At the level of brain function regulation, the mechanism of taVNS extends further to emotion- and cognition-related brain regions, particularly through functional modulation of the limbic system and prefrontal cortex, thereby directly alleviating pain-associated emotional disorders (94). Research indicates that taVNS can regulate activity in key limbic system nodes such as the amygdala and hippocampus, while enhancing the function of the dorsolateral prefrontal cortex (dlPFC), which is closely associated with cognitive control and emotional regulation (95). Asmaa et al. (91) found that compared to single interventions, combining taVNS with pain neuroscience education more effectively enhanced dlPFC activity and yielded greater clinical benefits, fully demonstrating taVNS's potential in regulating the prefrontal-limbic neural circuit.
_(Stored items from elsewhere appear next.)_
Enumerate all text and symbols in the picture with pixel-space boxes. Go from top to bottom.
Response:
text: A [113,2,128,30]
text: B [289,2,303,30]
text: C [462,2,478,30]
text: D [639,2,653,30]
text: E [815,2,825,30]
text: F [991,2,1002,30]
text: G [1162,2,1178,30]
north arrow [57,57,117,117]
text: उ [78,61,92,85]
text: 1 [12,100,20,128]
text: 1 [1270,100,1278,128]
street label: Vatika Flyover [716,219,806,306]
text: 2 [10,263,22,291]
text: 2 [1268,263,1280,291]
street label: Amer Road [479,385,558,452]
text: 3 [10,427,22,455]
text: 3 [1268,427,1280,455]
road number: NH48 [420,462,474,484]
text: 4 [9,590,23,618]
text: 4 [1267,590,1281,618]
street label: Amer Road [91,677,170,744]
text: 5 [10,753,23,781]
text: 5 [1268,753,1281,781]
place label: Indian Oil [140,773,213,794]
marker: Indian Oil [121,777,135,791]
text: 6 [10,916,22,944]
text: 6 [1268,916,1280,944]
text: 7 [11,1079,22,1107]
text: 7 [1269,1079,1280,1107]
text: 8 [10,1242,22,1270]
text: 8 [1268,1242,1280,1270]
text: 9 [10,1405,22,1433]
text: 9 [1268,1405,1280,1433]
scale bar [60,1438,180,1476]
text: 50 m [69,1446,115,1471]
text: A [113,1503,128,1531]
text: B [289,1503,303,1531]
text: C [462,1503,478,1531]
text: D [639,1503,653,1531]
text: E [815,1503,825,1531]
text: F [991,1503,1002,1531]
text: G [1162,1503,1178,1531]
Thus, taVNS not only maintains homeostasis through peripheral autonomic pathways but also modulates emotional brain regions via central mechanisms, establishing a dual pathway for treating chronic pain and its emotional comorbidities.
TaVNS remodels functional connectivity in central pain networks
5.4
TaVNS effectively improves abnormal pain processing by modulating FC within central pain-related networks. Multiple fMRI studies confirm that taVNS regulates neural activity at key nodes within the default mode network (DMN), sensorimotor network (SMN), and salience network (SN). For instance, Luo et al. (59) observed that a single taVNS intervention in patients with migraine without aura significantly reduced FC between the left amygdala and core DMN regions like the posterior cingulate cortex, while simultaneously attenuating abnormal FC with SMN regions such as the postcentral gyrus. This rapidly alleviated acute-phase pain processing abnormalities. Feng et al. (62) further demonstrated that after 4 weeks of taVNS treatment, amplitude of low frequency fluctuation values in the bilateral anterior cingulate cortex—a key DMN node—significantly decreased, with the reduction positively correlated to reduced migraine attack frequency. This suggests taVNS may restore normal DMN regulation by suppressing its hyperactivity.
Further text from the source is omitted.